Al di là delle immagini
edulcorate, inoltre, la famiglia ha anche un suo lato oscuro talvolta
ospitato dalla cronaca nera: quasi una donna su tre è vittima di
violenza nel corso della vita, frutto di «modelli di genere
polarizzati», a cui vanno aggiunti i casi di matricidio e parricidio.
E
INFINE LE POLITICHE per la famiglia, sollecitate dal calo della
fecondità, dalla povertà dei nuclei numerosi, dalla maggior occupazione
delle donne e dall’invecchiamento del paese: politiche che latitano non
solo per motivi finanziari, ma anche perché fanno riferimento a modelli
che non esistono più – ecco un esempio di «equivoco della famiglia» –
mentre il dibattito sulle politiche di sostegno diventa facilmente
ideologico («quali» famiglie aiutare?) e quindi inconcludente.
UN
LIBRO INDICATO soprattutto per coloro che – ignorando o respingendo la
dilatata complessità delle famiglie attuali – si rifugiano con accorata
nostalgia nella famiglia (astratta perché idealizzata e ideologicizzata)

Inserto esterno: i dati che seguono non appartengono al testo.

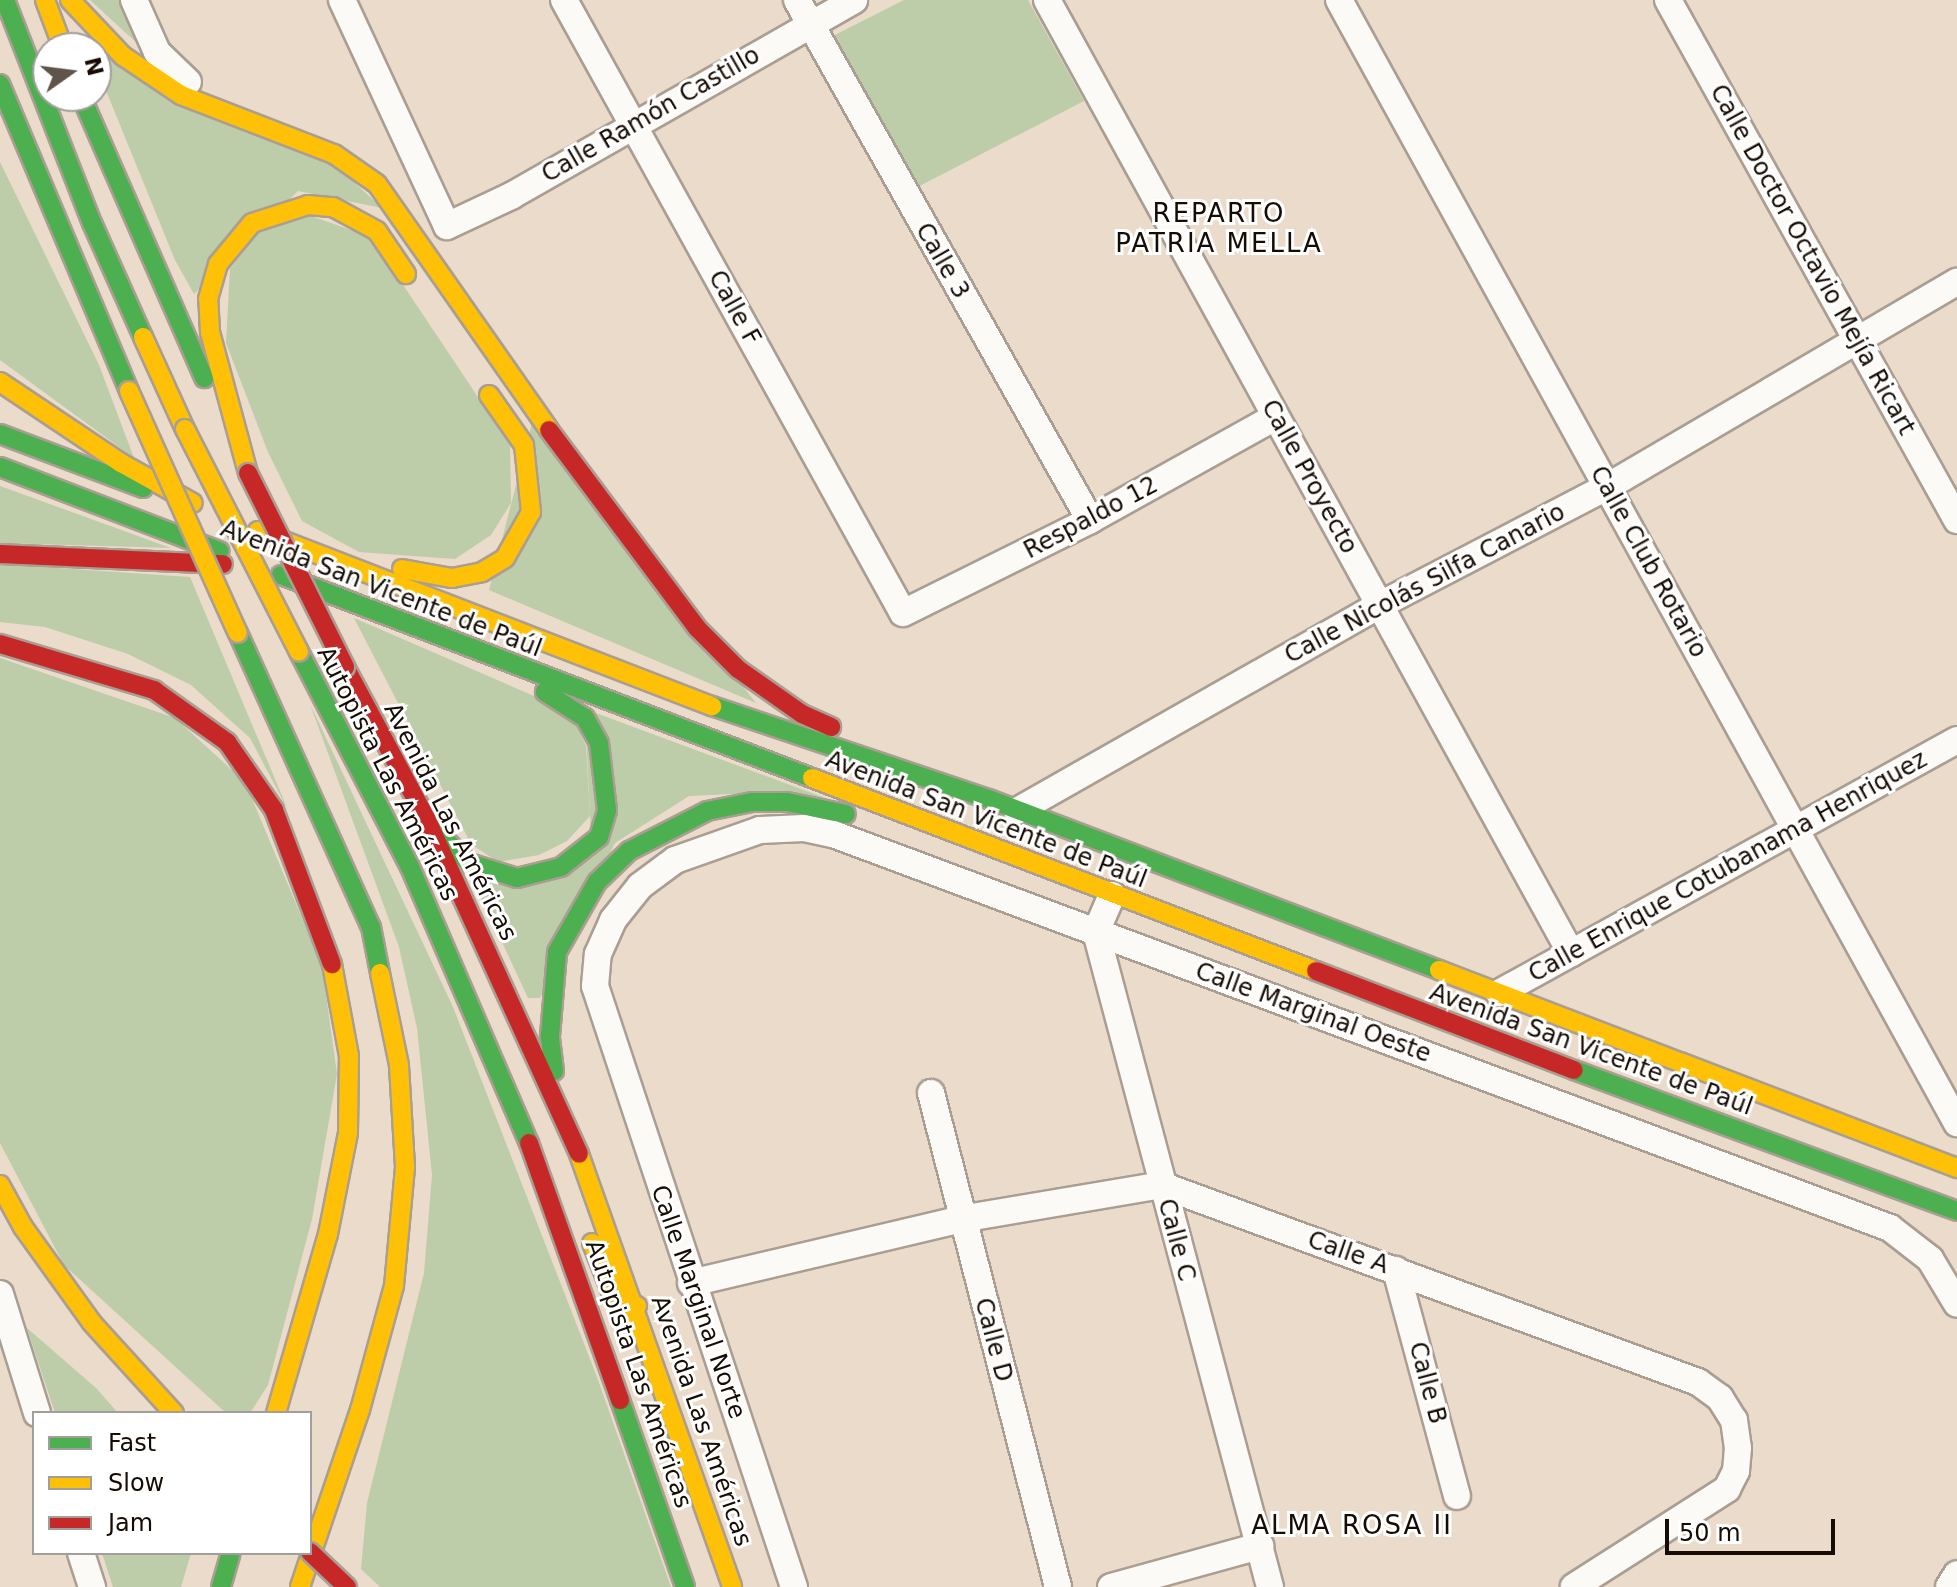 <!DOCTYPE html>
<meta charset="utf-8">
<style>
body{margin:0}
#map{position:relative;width:1957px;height:1587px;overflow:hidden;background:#eadbcb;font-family:"DejaVu Sans",sans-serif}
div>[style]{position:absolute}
.green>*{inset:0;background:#bdcca9}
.roads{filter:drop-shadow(2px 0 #aa9e92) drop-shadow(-2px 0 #aa9e92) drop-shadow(0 2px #aa9e92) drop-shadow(0 -2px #aa9e92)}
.street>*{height:26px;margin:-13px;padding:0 13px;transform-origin:13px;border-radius:13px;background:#fcfaf7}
.fast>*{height:18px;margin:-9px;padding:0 9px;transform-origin:9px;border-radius:9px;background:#4caf50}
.slow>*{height:18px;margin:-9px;padding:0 9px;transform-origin:9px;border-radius:9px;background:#ffc107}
.jam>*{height:18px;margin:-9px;padding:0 9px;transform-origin:9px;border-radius:9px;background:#c62828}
.bridges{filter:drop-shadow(2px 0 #aa9e92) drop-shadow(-2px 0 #aa9e92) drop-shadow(0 2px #aa9e92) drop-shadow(0 -2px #aa9e92)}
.slow-bridge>*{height:18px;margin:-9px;padding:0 9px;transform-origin:9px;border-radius:9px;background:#ffc107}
.jam-bridge>*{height:18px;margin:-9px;padding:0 9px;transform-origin:9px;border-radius:9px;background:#c62828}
span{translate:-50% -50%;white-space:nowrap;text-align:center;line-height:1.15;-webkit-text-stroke:6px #fff;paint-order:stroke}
.street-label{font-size:24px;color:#160c04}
.neighbourhood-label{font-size:26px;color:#160c04;letter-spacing:2px}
.legend{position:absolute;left:32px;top:1411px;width:280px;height:144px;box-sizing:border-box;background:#fff;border:2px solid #a29e9b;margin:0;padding:10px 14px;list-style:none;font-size:24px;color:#160c04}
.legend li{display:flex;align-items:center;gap:16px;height:40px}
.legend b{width:40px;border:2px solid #a29e9b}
.north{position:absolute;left:32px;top:32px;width:80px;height:80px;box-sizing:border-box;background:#fff;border:2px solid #a29e9b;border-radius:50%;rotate:76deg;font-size:22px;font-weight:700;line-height:32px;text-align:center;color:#160c04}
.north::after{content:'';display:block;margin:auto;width:28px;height:36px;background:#60544a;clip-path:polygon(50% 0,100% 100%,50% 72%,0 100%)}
.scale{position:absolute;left:1665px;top:1519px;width:170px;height:36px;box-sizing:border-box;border:4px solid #160c04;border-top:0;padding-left:10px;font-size:24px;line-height:28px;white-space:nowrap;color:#160c04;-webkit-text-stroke:6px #fff;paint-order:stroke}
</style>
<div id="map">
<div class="green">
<i style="clip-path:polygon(90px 0,137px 0,151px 56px)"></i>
<i style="clip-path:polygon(904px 0,1028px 0,1084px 101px,906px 193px,827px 39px)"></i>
<i style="clip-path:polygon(96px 48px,329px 159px,382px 208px,298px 191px,194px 294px,175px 260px,96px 66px)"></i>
<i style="clip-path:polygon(0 162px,99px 365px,134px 458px,0 360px)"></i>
<i style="clip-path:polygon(311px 216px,371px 237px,510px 445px,511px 503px,491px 535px,455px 559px,359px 552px,302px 521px,268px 452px,226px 343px,230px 269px,261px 229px)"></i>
<i style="clip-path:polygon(533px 419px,756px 703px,489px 590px)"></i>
<i style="clip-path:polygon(0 486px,171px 548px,0 543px)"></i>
<i style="clip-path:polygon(0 564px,190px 577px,288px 810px,250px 738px,191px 685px,128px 654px,45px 627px,0 622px)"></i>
<i style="clip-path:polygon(354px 618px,571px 712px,586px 746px,590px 816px,567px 841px,539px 855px,498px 862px,471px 844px)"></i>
<i style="clip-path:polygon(0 658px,175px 718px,245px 782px,322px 966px,337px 1074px,312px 1219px,268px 1385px,250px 1413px,226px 1413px,64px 1265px,0 1143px)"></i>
<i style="clip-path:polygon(310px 704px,453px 1007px,597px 1377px,671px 1587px,380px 1587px,361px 1569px,367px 1503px,424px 1273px,432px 1175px,417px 1028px,399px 947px)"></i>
<i style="clip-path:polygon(585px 709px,844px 805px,776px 792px,689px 796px,615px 843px,540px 998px,528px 998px,474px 882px,592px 856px)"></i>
<i style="clip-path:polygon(27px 1328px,96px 1388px,118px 1413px,55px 1413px)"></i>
<i style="clip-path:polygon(102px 1553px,191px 1553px,181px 1587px,113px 1587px)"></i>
</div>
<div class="roads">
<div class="street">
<i style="left:134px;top:0;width:57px;rotate:66.1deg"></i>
<i style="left:157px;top:52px;width:43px;rotate:44.1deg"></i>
<i style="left:342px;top:0;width:249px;rotate:65.1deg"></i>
<i style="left:447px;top:226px;width:71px;rotate:-25.1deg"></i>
<i style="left:511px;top:196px;width:395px;rotate:-29.7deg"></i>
<i style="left:564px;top:0;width:700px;rotate:61.06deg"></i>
<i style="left:903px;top:613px;width:209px;rotate:-26.4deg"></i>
<i style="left:1090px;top:520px;width:212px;rotate:-29.1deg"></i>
<i style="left:797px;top:0;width:597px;rotate:60.6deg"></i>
<i style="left:1047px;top:0;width:1088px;rotate:61.2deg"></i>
<i style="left:1339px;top:0;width:1282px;rotate:61.18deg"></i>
<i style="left:1668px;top:0;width:595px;rotate:60.94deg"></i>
<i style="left:1017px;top:811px;width:417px;rotate:-29.6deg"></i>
<i style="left:1380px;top:605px;width:256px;rotate:-27.5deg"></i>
<i style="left:1607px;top:487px;width:406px;rotate:-30.4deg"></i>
<i style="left:1112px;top:895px;width:40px;rotate:113.4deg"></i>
<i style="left:1096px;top:932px;width:678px;rotate:75.12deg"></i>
<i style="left:1499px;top:993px;width:523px;rotate:-28.92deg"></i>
<i style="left:931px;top:1093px;width:510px;rotate:75.58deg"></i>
<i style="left:1396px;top:1270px;width:234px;rotate:74.9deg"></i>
<i style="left:691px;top:1283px;width:277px;rotate:-13.3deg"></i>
<i style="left:961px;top:1219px;width:203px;rotate:-9.6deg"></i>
<i style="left:1161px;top:1185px;width:572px;rotate:20.15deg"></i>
<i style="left:1698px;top:1382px;width:27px;rotate:36deg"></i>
<i style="left:1720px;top:1398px;width:26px;rotate:58deg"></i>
<i style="left:1734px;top:1420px;width:28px;rotate:82deg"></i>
<i style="left:1738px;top:1448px;width:23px;rotate:95deg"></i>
<i style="left:1736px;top:1471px;width:20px;rotate:117deg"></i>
<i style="left:1727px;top:1489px;width:182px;rotate:147.4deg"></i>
<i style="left:0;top:1294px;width:125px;rotate:72.7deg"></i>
<i style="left:81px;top:1553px;width:36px;rotate:72deg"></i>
<i style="left:794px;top:1587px;width:633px;rotate:-108.32deg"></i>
<i style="left:595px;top:986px;width:32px;rotate:-85deg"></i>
<i style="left:598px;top:954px;width:37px;rotate:-66deg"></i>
<i style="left:613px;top:920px;width:43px;rotate:-51.5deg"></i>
<i style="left:640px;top:886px;width:44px;rotate:-36.6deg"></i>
<i style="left:675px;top:860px;width:90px;rotate:-19.4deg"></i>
<i style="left:760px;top:830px;width:44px;rotate:-2.6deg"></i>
<i style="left:804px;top:828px;width:30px;rotate:12deg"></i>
<i style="left:833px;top:834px;width:1128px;rotate:20.44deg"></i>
<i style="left:1890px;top:1228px;width:51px;rotate:37.8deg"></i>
<i style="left:1930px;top:1259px;width:52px;rotate:59deg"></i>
<i style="left:1111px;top:1587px;width:155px;rotate:-15.4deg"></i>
<i style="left:1949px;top:1587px;width:15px;rotate:-58deg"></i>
</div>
<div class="fast">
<i style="left:5px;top:0;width:239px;rotate:68.7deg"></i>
<i style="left:92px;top:223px;width:125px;rotate:65.9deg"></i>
<i style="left:0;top:84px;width:333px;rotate:67.2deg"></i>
<i style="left:81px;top:96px;width:308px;rotate:66.4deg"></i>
<i style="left:0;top:434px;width:153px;rotate:20.7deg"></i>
<i style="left:0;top:467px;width:235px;rotate:21deg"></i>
<i style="left:281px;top:575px;width:568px;rotate:20.92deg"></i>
<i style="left:238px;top:633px;width:323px;rotate:65.7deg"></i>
<i style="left:371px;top:927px;width:47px;rotate:78.9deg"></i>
<i style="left:299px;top:652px;width:242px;rotate:62.7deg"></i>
<i style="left:410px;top:867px;width:301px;rotate:66.7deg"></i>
<i style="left:712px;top:706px;width:292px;rotate:18.6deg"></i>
<i style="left:989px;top:799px;width:481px;rotate:20.8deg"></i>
<i style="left:437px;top:832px;width:45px;rotate:44.1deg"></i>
<i style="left:469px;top:863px;width:50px;rotate:17.4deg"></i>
<i style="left:517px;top:878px;width:45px;rotate:-14deg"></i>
<i style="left:561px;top:867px;width:48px;rotate:-38.3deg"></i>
<i style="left:599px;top:837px;width:28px;rotate:-73deg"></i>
<i style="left:607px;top:810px;width:67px;rotate:-96.8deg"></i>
<i style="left:599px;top:743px;width:29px;rotate:-119deg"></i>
<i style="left:585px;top:718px;width:48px;rotate:-147deg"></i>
<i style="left:1574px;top:1070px;width:408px;rotate:20.2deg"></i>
<i style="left:554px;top:1071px;width:35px;rotate:-97deg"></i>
<i style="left:550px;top:1036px;width:84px;rotate:-85.2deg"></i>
<i style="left:557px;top:952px;width:81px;rotate:-60.3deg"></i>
<i style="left:597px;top:882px;width:45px;rotate:-44.1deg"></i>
<i style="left:629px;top:851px;width:88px;rotate:-27.1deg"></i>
<i style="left:707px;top:811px;width:46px;rotate:-11.3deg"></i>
<i style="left:752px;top:802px;width:35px"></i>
<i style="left:787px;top:802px;width:60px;rotate:11.5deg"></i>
<i style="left:620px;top:1400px;width:198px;rotate:70.8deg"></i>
<i style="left:221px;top:1587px;width:35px;rotate:-74deg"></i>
</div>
<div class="slow">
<i style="left:45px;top:0;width:51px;rotate:69.4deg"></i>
<i style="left:70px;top:0;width:77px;rotate:46.6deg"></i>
<i style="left:123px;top:56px;width:70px;rotate:33.9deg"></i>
<i style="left:181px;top:95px;width:164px;rotate:21.1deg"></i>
<i style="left:334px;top:154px;width:52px;rotate:34.9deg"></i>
<i style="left:377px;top:184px;width:300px;rotate:55deg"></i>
<i style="left:143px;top:337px;width:101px;rotate:65.5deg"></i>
<i style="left:0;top:382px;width:146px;rotate:33.8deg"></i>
<i style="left:121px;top:463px;width:82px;rotate:29.1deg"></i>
<i style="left:248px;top:473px;width:146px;rotate:-105.1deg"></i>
<i style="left:210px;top:332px;width:33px;rotate:-93deg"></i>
<i style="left:208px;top:299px;width:36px;rotate:-74deg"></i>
<i style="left:218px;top:264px;width:53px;rotate:-50.3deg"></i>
<i style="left:252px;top:223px;width:59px;rotate:-17.8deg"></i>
<i style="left:308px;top:205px;width:25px;rotate:5deg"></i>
<i style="left:333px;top:207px;width:50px;rotate:28.6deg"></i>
<i style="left:377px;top:231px;width:52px;rotate:56deg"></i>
<i style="left:258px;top:531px;width:487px;rotate:21.1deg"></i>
<i style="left:402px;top:569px;width:51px;rotate:10.2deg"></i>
<i style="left:452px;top:578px;width:31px;rotate:-11deg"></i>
<i style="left:482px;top:572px;width:27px;rotate:-31deg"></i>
<i style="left:505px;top:558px;width:53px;rotate:-60.5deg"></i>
<i style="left:531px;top:512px;width:67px;rotate:-96deg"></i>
<i style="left:524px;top:445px;width:61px;rotate:-125deg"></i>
<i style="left:812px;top:778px;width:540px;rotate:20.95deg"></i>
<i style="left:1439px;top:970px;width:555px;rotate:20.92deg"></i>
<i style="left:579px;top:1154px;width:459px;rotate:70.5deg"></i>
<i style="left:0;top:1185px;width:48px;rotate:61.3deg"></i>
<i style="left:23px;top:1227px;width:118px;rotate:54.3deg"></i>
<i style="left:92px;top:1323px;width:122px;rotate:47.7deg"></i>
<i style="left:592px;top:1243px;width:52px;rotate:68.4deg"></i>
<i style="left:611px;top:1291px;width:30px;rotate:30deg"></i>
<i style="left:276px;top:1413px;width:186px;rotate:-73.8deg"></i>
<i style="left:328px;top:1234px;width:103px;rotate:-78.8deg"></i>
<i style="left:348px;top:1133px;width:77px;rotate:-89.3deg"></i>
<i style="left:349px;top:1056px;width:94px;rotate:-100.5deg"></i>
<i style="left:300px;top:1587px;width:187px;rotate:-71.3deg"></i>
<i style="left:360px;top:1410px;width:129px;rotate:-74.7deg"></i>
<i style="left:394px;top:1286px;width:120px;rotate:-84.7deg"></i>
<i style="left:405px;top:1167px;width:102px;rotate:-93.4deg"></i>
<i style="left:399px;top:1065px;width:94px;rotate:-101.7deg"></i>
</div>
<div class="jam">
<i style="left:549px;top:430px;width:247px;rotate:53.2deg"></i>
<i style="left:697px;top:628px;width:58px;rotate:45deg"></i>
<i style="left:738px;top:669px;width:78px;rotate:35.1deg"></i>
<i style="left:802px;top:714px;width:32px;rotate:24deg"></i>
<i style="left:0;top:554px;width:223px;rotate:2.6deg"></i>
<i style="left:0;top:644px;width:161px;rotate:16.6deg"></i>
<i style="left:154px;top:690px;width:90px;rotate:35.5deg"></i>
<i style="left:227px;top:742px;width:83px;rotate:55.3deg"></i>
<i style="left:274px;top:810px;width:165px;rotate:69.4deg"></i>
<i style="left:345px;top:667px;width:171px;rotate:61.8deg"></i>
<i style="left:426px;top:818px;width:369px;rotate:65.5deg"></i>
<i style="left:1316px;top:971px;width:276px;rotate:21deg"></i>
<i style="left:529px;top:1143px;width:273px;rotate:70.5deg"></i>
</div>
</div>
<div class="bridges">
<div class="slow-bridge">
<i style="left:129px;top:391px;width:265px;rotate:65.8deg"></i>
<i style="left:185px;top:429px;width:250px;rotate:62.9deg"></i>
</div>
<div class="jam-bridge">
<i style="left:248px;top:473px;width:217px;rotate:63.4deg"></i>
<i style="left:310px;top:1552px;width:51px;rotate:43.4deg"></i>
</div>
</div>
<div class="street-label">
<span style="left:651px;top:115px;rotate:-30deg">Calle Ramón Castillo</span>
<span style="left:1812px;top:260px;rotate:61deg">Calle Doctor Octavio Mejía Ricart</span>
<span style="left:942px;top:261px;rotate:60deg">Calle 3</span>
<span style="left:734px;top:308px;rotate:61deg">Calle F</span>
<span style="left:1309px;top:477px;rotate:61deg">Calle Proyecto</span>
<span style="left:1091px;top:518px;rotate:-28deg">Respaldo 12</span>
<span style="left:1648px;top:562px;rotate:61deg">Calle Club Rotario</span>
<span style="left:1425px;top:584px;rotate:-28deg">Calle Nicolás Silfa Canario</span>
<span style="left:381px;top:589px;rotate:21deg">Avenida San Vicente de Paúl</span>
<span style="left:387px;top:774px;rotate:63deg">Autopista Las Américas</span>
<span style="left:986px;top:820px;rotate:21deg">Avenida San Vicente de Paúl</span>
<span style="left:450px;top:822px;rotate:63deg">Avenida Las Américas</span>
<span style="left:1728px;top:867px;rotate:-29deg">Calle Enrique Cotubanama Henriquez</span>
<span style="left:1313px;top:1013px;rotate:20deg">Calle Marginal Oeste</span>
<span style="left:1591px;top:1050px;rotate:20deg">Avenida San Vicente de Paúl</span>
<span style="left:1176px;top:1240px;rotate:75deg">Calle C</span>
<span style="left:1348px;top:1253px;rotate:19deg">Calle A</span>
<span style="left:698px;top:1302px;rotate:71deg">Calle Marginal Norte</span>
<span style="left:993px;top:1340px;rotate:75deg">Calle D</span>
<span style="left:638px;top:1374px;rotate:71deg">Autopista Las Américas</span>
<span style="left:1427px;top:1383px;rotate:75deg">Calle B</span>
<span style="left:701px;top:1421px;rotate:71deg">Avenida Las Américas</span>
</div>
<div class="neighbourhood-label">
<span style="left:1219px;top:229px">REPARTO<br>PATRIA MELLA</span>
<span style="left:1352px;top:1526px">ALMA ROSA II</span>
</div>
<ul class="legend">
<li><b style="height:10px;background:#4caf50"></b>Fast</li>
<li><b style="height:10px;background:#ffc107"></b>Slow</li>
<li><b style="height:10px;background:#c62828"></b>Jam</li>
</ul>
<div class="north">N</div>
<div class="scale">50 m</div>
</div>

di un astorico buon tempo antico. Dimenticando la lezione di uno dei
padri della sociologia, il francese Emile Durkheim, che nel 1888
scrisse: «Non esiste un modo di essere e di vivere che sia il migliore
per tutti (…). La famiglia di oggi è né più né meno perfetta di quella
di una volta: è diversa, perché le circostanze sono diverse».